Problem details: Below are entries; tally how many lines hold the string "linecap" and answer with only that figure.

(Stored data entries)
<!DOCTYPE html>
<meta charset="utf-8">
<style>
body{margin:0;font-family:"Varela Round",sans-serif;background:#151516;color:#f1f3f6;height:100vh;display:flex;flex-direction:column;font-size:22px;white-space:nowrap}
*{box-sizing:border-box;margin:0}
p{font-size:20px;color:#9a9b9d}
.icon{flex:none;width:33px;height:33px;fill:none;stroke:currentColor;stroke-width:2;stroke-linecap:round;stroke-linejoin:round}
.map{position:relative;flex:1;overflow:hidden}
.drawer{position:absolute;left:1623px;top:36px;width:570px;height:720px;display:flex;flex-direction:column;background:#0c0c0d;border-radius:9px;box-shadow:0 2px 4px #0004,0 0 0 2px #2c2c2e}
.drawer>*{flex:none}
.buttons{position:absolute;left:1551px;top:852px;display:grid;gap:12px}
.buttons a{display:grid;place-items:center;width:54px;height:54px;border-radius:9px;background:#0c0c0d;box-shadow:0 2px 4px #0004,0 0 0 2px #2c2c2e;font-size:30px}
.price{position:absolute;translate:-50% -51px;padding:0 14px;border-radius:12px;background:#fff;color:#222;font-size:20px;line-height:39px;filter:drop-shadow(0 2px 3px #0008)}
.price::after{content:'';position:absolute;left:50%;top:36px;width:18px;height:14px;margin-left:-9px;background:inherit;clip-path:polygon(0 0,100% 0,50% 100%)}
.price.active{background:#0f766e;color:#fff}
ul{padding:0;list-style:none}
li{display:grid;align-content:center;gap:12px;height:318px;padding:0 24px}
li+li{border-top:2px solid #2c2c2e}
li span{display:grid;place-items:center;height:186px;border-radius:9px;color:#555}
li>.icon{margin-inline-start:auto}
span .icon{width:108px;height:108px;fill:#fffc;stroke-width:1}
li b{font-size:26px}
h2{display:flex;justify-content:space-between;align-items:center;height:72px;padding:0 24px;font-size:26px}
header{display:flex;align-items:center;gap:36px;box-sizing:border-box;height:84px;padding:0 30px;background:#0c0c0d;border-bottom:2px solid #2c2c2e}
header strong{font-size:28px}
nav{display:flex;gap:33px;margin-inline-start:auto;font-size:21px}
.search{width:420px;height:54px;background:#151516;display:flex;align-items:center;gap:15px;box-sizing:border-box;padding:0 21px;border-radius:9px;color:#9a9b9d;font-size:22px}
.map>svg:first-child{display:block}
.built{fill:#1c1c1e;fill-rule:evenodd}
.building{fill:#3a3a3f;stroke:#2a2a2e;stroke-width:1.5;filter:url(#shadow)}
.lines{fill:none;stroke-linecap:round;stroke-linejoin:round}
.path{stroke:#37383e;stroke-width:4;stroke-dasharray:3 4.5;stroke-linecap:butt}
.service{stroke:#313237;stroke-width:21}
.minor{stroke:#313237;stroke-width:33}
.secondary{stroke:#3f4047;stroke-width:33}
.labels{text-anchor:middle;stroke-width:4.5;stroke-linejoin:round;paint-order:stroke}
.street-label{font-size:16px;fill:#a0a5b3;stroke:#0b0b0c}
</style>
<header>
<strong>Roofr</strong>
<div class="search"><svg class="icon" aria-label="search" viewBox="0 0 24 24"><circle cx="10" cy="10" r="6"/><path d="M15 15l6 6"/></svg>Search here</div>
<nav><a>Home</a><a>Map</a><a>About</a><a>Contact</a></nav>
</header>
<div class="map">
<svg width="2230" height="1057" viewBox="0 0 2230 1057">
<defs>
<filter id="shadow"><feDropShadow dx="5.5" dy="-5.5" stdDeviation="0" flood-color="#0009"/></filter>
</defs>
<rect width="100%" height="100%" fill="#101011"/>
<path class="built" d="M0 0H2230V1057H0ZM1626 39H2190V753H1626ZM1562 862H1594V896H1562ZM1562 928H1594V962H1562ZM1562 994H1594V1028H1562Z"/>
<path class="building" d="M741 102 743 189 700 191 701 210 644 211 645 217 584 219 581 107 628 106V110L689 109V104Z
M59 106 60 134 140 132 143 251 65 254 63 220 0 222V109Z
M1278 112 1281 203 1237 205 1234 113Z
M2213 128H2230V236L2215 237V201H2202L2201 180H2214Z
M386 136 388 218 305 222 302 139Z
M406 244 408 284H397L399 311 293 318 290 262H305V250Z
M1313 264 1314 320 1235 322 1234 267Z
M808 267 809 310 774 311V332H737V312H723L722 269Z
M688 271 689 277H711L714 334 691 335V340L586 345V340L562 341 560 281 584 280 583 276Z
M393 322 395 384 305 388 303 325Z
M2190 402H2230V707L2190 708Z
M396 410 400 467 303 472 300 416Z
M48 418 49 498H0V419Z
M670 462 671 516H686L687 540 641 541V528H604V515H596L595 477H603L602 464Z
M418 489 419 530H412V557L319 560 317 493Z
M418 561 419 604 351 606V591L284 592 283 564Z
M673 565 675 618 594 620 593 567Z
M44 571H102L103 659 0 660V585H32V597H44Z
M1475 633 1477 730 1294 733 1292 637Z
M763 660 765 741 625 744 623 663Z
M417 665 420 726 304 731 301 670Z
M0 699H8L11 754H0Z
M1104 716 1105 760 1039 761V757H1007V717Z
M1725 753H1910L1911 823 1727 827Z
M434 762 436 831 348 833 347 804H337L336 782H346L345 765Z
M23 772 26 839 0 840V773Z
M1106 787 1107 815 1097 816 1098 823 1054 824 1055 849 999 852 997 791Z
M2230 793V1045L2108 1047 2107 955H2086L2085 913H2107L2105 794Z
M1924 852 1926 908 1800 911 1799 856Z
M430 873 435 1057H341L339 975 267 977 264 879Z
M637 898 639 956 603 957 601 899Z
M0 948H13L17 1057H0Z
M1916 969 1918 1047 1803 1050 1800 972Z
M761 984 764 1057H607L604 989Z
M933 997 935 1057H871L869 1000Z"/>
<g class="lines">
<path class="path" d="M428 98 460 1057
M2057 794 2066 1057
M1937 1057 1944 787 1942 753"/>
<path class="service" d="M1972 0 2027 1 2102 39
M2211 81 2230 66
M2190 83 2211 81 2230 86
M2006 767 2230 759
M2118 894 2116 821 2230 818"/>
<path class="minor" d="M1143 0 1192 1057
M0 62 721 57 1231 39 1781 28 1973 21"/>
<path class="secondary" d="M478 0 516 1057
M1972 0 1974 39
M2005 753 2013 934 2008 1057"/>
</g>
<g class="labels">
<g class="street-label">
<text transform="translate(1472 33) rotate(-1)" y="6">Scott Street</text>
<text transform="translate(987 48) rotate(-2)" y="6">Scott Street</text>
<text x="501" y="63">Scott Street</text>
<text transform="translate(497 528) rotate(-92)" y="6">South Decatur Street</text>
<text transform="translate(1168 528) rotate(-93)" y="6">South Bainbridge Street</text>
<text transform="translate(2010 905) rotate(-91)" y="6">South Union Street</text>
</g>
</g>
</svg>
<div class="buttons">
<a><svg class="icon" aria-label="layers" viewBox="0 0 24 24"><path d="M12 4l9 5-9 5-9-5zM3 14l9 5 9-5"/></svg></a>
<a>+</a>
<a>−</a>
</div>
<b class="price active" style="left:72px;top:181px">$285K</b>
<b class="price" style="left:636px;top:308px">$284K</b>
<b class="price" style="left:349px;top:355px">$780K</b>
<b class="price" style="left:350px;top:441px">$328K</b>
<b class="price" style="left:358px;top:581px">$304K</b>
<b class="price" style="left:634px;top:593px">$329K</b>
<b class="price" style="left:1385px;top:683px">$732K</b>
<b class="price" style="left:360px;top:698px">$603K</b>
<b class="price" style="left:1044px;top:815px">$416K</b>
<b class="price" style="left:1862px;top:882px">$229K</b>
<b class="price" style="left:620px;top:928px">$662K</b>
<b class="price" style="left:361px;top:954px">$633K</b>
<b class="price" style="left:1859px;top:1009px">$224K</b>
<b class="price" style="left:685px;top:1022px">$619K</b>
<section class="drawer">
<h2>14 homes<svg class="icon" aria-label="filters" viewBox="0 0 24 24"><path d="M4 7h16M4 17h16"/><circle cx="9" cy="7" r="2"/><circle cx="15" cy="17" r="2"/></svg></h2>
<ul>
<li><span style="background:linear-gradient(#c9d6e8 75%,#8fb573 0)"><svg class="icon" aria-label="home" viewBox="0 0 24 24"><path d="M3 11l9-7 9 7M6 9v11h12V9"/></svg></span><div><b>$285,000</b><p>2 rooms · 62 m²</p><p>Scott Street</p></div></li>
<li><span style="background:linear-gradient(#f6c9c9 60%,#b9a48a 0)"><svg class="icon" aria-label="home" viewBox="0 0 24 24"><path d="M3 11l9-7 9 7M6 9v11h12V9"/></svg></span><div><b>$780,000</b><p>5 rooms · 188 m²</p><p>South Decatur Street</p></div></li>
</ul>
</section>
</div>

Response: 3